WORK INSTRUCTION — Filter out every line below that lacks "align", and copy the rest.

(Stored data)
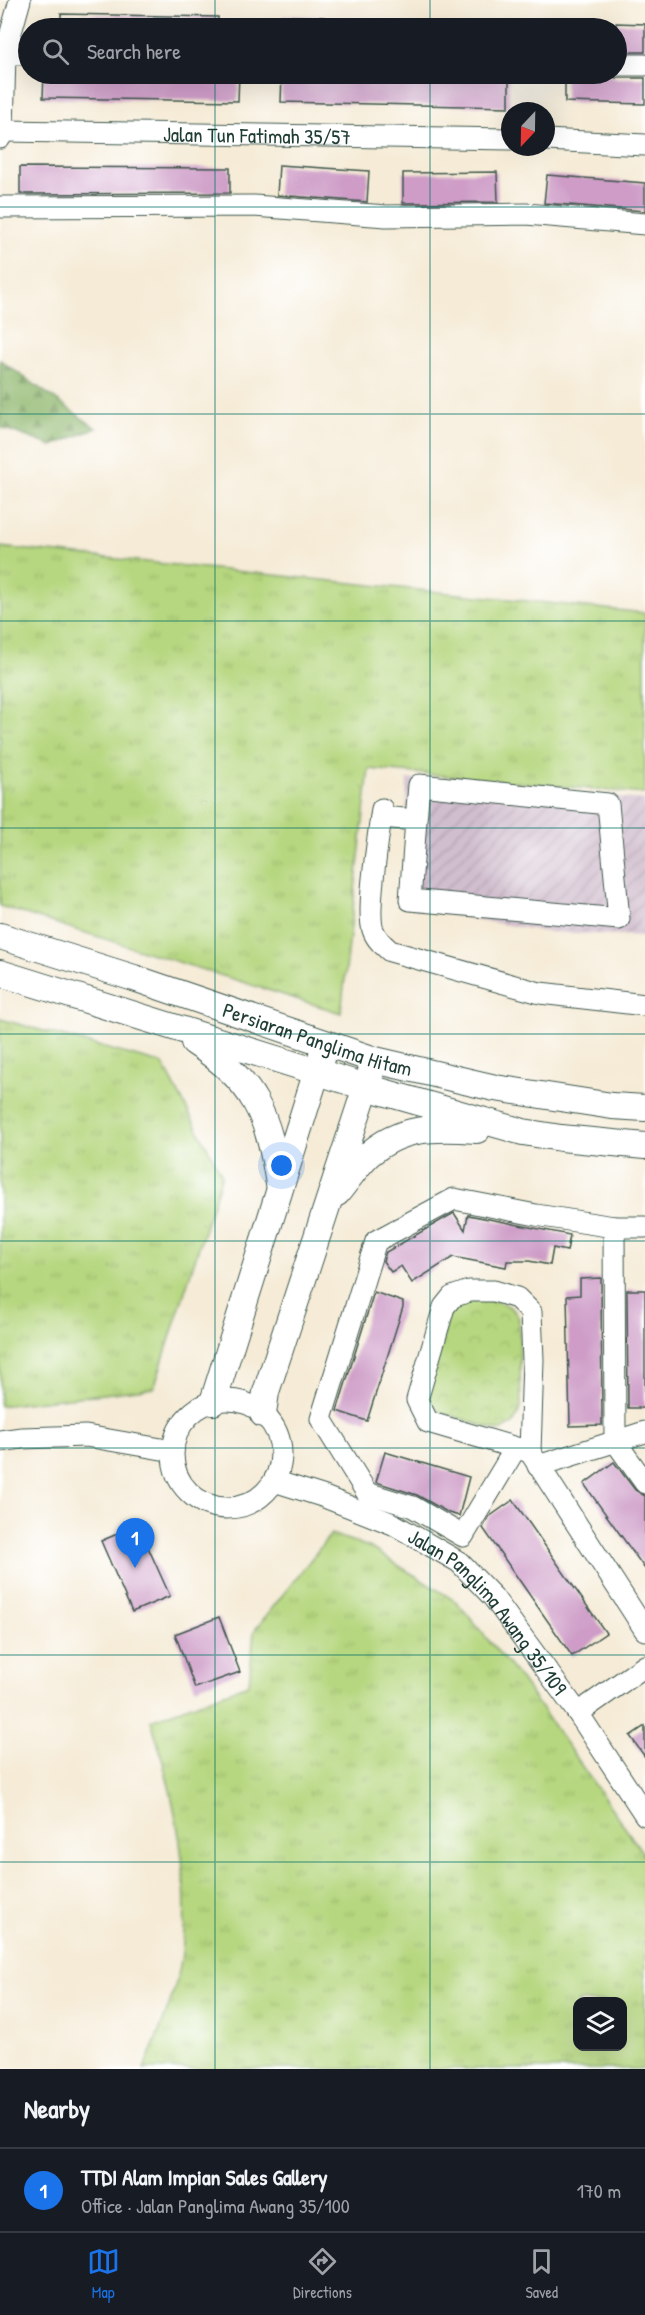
<!DOCTYPE html>
<meta charset="utf-8">
<style>
:root{--surface:#171b24;--page:#242831;--text:#f1f3f6;--muted:#9ea1a6;--line:#363941;--accent:#1a73e8}
body{margin:0;font-family:"Patrick Hand",sans-serif;background:var(--page);color:var(--text)}
.controls{position:absolute;right:18px;bottom:18px;display:grid;overflow:hidden;border-radius:12px;box-shadow:0 6px 24px #0002}
.controls button{width:54px;height:54px;display:grid;place-items:center;padding:0;border:0;border-bottom:2px solid var(--line);background:var(--surface);color:var(--text);font:30px sans-serif}
.compass{position:absolute;left:501px;top:102px;width:54px;height:54px;border-radius:50%;background:var(--surface);box-shadow:0 6px 24px #0002;rotate:202deg}
.you{position:absolute;left:282px;top:1166px;width:21px;height:21px;margin:-15px;border:4px solid #fff;border-radius:50%;background:#1a73e8;box-shadow:0 0 0 9px #1a73e833}
.badge{display:grid;place-items:center;width:39px;height:39px;border-radius:50%;background:var(--accent);color:#fff;font-size:20px;font-weight:700}
.pin{position:absolute;translate:-50% -50px;filter:drop-shadow(0 2px 3px #0008)}
.pin::after{content:'';position:absolute;top:32px;width:21px;height:18px;background:inherit;clip-path:polygon(0 0,100% 0,50% 100%)}
.list{margin:0;padding:0;list-style:none}
h2{display:flex;justify-content:space-between;align-items:center;height:78px;margin:0;padding:0 24px;font-size:26px}
h2 small{font-size:20px;font-weight:400;color:var(--muted)}
.list li{display:grid;grid-template-columns:39px 1fr auto;gap:18px;align-items:center;box-sizing:border-box;height:84px;padding:0 24px;border-top:2px solid var(--line)}
.list b{display:block;font-size:22px;white-space:nowrap}
.list p{margin:0;font-size:20px;white-space:nowrap;color:var(--muted)}
.list em{font-size:20px;font-style:normal;color:var(--muted)}
.icon{flex:none;width:33px;height:33px;fill:none;stroke:currentColor;stroke-width:2;stroke-linecap:round;stroke-linejoin:round}
.map{position:relative;flex:none;width:645px;height:2069px;overflow:hidden}
.search{position:absolute;background:var(--surface);box-shadow:0 6px 24px #0002;left:18px;right:18px;top:18px;height:66px;display:flex;align-items:center;gap:15px;box-sizing:border-box;padding:0 21px;border-radius:33px;color:var(--muted);font-size:22px}
.sheet{height:162px;background:var(--surface)}
nav{display:flex;justify-content:space-around;align-items:center;box-sizing:border-box;height:84px;border-top:2px solid var(--line);background:var(--surface);font-size:16px;color:var(--muted)}
nav a{display:grid;justify-items:center;gap:3px}
nav .on{color:var(--accent)}
.map>svg:first-child{display:block}
.industrial{fill:url(#industrial-furrows)}
.grass{fill:url(#grass-tufts);stroke:#6a8a5a;stroke-width:1.5;fill-rule:evenodd}
.forest{fill:url(#forest-firs);stroke:#587a51;stroke-width:1.5}
.park{fill:url(#park-crowns);stroke:#6a8a5a;stroke-width:1.5}
.building{fill:#ce9cc7}
.lines{fill:none;stroke-linecap:round;stroke-linejoin:round}
.minor-casing{stroke:#3f574c;stroke-width:23}
.major-casing{stroke:#3f574c;stroke-width:28}
.minor{stroke:#fff;stroke-width:21}
.major{stroke:#fff;stroke-width:26}
.grid{fill:none;stroke:#0f766e;stroke-width:1.5;stroke-opacity:0.55}
.labels{text-anchor:middle;dominant-baseline:central;stroke-width:4.5;stroke-linejoin:round;paint-order:stroke}
.street-label{font-size:21px;fill:#1f3d34;stroke:#fff}
</style>
<div class="map">
<svg width="645" height="2069" viewBox="0 0 645 2069">
<defs>
<pattern id="industrial-furrows" width="10" height="10" patternUnits="userSpaceOnUse" patternTransform="scale(1.5)"><rect width="10" height="10" fill="#d0bdcd"/><path d="M-1 1l2-2M0 10L10 0M9 11l2-2" fill="none" stroke="#b2a3b1"/></pattern>
<pattern id="grass-tufts" width="24" height="20" patternUnits="userSpaceOnUse" patternTransform="scale(1.5)"><rect width="24" height="20" fill="#b6d77f"/><path d="M3 7l-1-3M5 7V3M7 7l1-3M15 17l-1-3M17 17v-4M19 17l1-3" fill="none" stroke="#9cb96e"/></pattern>
<pattern id="forest-firs" width="22" height="20" patternUnits="userSpaceOnUse" patternTransform="scale(1.5)"><rect width="22" height="20" fill="#90b86e"/><path d="M5 1l3.5 6h-7zM16 11l3.5 6h-7z" fill="#75975b"/></pattern>
<pattern id="park-crowns" width="20" height="18" patternUnits="userSpaceOnUse" patternTransform="scale(1.5)"><rect width="20" height="18" fill="#b6d77f"/><path d="M2 6a3 3 0 1 1 6 0M12 15a3 3 0 1 1 6 0" fill="none" stroke="#9cb96e"/></pattern>
</defs>
<rect width="100%" height="100%" fill="#fff"/>
<filter id="ink" filterUnits="userSpaceOnUse"><feTurbulence type="fractalNoise" baseFrequency=".0167" numOctaves="2"/><feDisplacementMap in="SourceGraphic" scale="12" xChannelSelector="R" yChannelSelector="G"/><feConvolveMatrix kernelMatrix="1 2 1 2 8 2 1 2 1" color-interpolation-filters="sRGB"/></filter>
<filter id="wash" filterUnits="userSpaceOnUse"><feTurbulence type="fractalNoise" baseFrequency=".008" numOctaves="4" result="noise"/><feDisplacementMap in="SourceGraphic" scale="24" xChannelSelector="R" yChannelSelector="G"/><feGaussianBlur stdDeviation="1.35" result="paint"/><feColorMatrix in="noise" values="0 0 0 0 0 0 0 0 0 0 0 0 0 0 0 0 0 1.4 0 .05"/><feComposite in="paint" operator="in"/></filter>
<g filter="url(#wash)">
<rect width="100%" height="100%" fill="#f5ebd6"/>
<path class="industrial" d="M407,779l238,21v136l-98,-4 -141,-25z"/>
<path class="grass" d="M0,547l645,66v181l-276,-25 -28,244 -341,-107z
M0,1019l163,45 59,111 -68,213 -154,18z
M331,1534l38,13 88,55 65,79 123,175v213h-501c13,-33 32,-75 37,-109 12,-82 -6,-161 -30,-240l98,-36 5,-53zM578,2002h44v44h-44z"/>
<path class="forest" d="M0,360l96,68 -44,18 -52,-19z"/>
<path class="park" d="M480,1298c17,4 32,4 39,21l2,89 -8,16 -14,7 -59,-19 -13,-11 22,-87 19,-13z"/>
<g id="blocks">
<path class="building" d="M61,14l157,3v11h-157z
M283,16l41,1v11h-41z
M616,23l29,1v28h-29z
M44,74h195l-1,27 -195,-3z
M282,74h227v33l-228,-5z
M565,74h42l9,4h29v26l-80,-2z
M279,165l90,6 -2,31 -90,-7z
M20,167l210,1v25l-210,1z
M497,172l1,30 -95,1v-30z
M547,175l98,8v28l-101,-8z
M454,1213l11,17 3,-15 102,20 -3,16 -14,-3 -3,17 -21,-4h-22l-1,6 -53,-10 -41,26 -11,-17 -10,6 -8,-11 3,-9z
M601,1278l1,147 -32,1 -3,-130 13,-1v-16z
M627,1290h18v118h-17z
M374,1292l29,10v5l-36,114 -30,-10z
M385,1452l84,25 -10,39 -10,-3 -32,-18 -41,-13z
M614,1462l21,28 10,6v73l-61,-85z
M513,1500l93,133 -34,23 -89,-128 6,-11z
M138,1525l32,71 -38,16 -31,-71z
M219,1617l21,55 -45,16 -20,-54z
M645,1726v31l-15,-21z"/>
</g>
</g>
<g filter="url(#ink)">
<use href="#blocks" fill-opacity="0" stroke="#3f574c" stroke-width="1.5"/>
<g class="lines">
<g class="minor-casing">
<g id="minor">
<path d="M5,54h23"/>
<path d="M616,65h29"/>
<path id="s1" d="M3,131l507,8"/>
<path d="M0,138l3,-7 2,-77 15,-54"/>
<path d="M546,140l99,5"/>
<path d="M0,207l254,-1 132,10 140,-2 119,10"/>
<path d="M382,809c-3,24 -16,102 -9,121 3,9 10,15 17,21l150,42 105,12"/>
<path d="M381,817l35,3 3,-35 189,19 11,115 -209,-19 6,-80"/>
<path d="M614,1227l1,214 30,42"/>
<path d="M469,1291h25l23,7 14,14 2,48 -3,92 -102,-30 -11,-22 27,-93 8,-10z"/>
<circle cx="227" cy="1454" r="54"/>
<path d="M0,1441l22,-3 64,-2 87,15"/>
<path d="M515,1449l-52,87 -50,-29 -46,-14 -46,-74 55,-178 78,-42 82,16 78,12h31"/>
<path d="M530,1452l115,178"/>
<path d="M538,1466l107,-34"/>
<path id="s2" d="M274,1481l48,15 71,28 66,38 34,35 85,116 67,102"/>
<path d="M578,1713l67,-47"/>
</g>
</g>
<g class="major-casing">
<g id="major">
<path id="s3" d="M0,936l134,42 241,82 120,28 117,18 33,2"/>
<path d="M0,973l366,114 157,45 38,6 84,8"/>
<path d="M194,1042c61,40 74,72 85,142"/>
<path d="M337,1193c10,-12 19,-26 30,-37 33,-30 68,-29 110,-26"/>
<path d="M213,1402l109,-347"/>
<path d="M263,1414l3,-22 105,-320"/>
</g>
</g>
<use href="#minor" class="minor"/>
<use href="#major" class="major"/>
</g>
</g>
<path class="grid" d="M215,0v28M430,0v28M215,74v1995M430,74v1995M0,207h645M0,414h645M0,621h645M0,828h645M0,1034h645M0,1241h645M0,1448h645M0,1655h645M0,1862h645"/>
<g class="labels">
<g class="street-label">
<text stroke="none"><textPath href="#s1" startOffset="254">Jalan Tun Fatimah 35/57</textPath></text>
<text stroke="none"><textPath href="#s3" startOffset="334">Persiaran Panglima Hitam</textPath></text>
<text stroke="none"><textPath href="#s2" startOffset="258">Jalan Panglima Awang 35/109</textPath></text>
</g>
</g>
</svg>
<div class="controls">
<button><svg class="icon" aria-label="layers" viewBox="0 0 24 24"><path d="M12 4l9 5-9 5-9-5zM3 14l9 5 9-5"/></svg></button>
</div>
<svg class="compass" viewBox="-18 -18 36 36"><path d="M0-13l5 13h-10z" fill="#e53935"/><path d="M0 13l5-13h-10z" fill="#9ea1a6"/></svg>
<div class="you"></div>
<div class="pin badge" style="left:135px;top:1568px">1</div>
<div class="search"><svg class="icon" aria-label="search" viewBox="0 0 24 24"><circle cx="10" cy="10" r="6"/><path d="M15 15l6 6"/></svg>Search here</div>
</div>
<section class="sheet">
<h2>Nearby<small></small></h2>
<ul class="list">
<li><span class="badge">1</span><div><b>TTDI Alam Impian Sales Gallery</b><p>Office · Jalan Panglima Awang 35/100</p></div><em>170 m</em></li>
</ul>
</section>
<nav>
<a class="on"><svg class="icon" aria-label="map" viewBox="0 0 24 24"><path d="M3 6l6-2 6 2 6-2v14l-6 2-6-2-6 2zM9 4v14M15 6v14"/></svg>Map</a>
<a><svg class="icon" aria-label="directions" viewBox="0 0 24 24"><path d="M12 3l9 9-9 9-9-9zM9 14v-3h6M13 9l2 2-2 2"/></svg>Directions</a>
<a><svg class="icon" aria-label="saved" viewBox="0 0 24 24"><path d="M7 4h10v16l-5-4-5 4z"/></svg>Saved</a>
</nav>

SOLUTION FOR THIS EXERCISE —
h2{display:flex;justify-content:space-between;align-items:center;height:78px;margin:0;padding:0 24px;font-size:26px}
.list li{display:grid;grid-template-columns:39px 1fr auto;gap:18px;align-items:center;box-sizing:border-box;height:84px;padding:0 24px;border-top:2px solid var(--line)}
.search{position:absolute;background:var(--surface);box-shadow:0 6px 24px #0002;left:18px;right:18px;top:18px;height:66px;display:flex;align-items:center;gap:15px;box-sizing:border-box;padding:0 21px;border-radius:33px;color:var(--muted);font-size:22px}
nav{display:flex;justify-content:space-around;align-items:center;box-sizing:border-box;height:84px;border-top:2px solid var(--line);background:var(--surface);font-size:16px;color:var(--muted)}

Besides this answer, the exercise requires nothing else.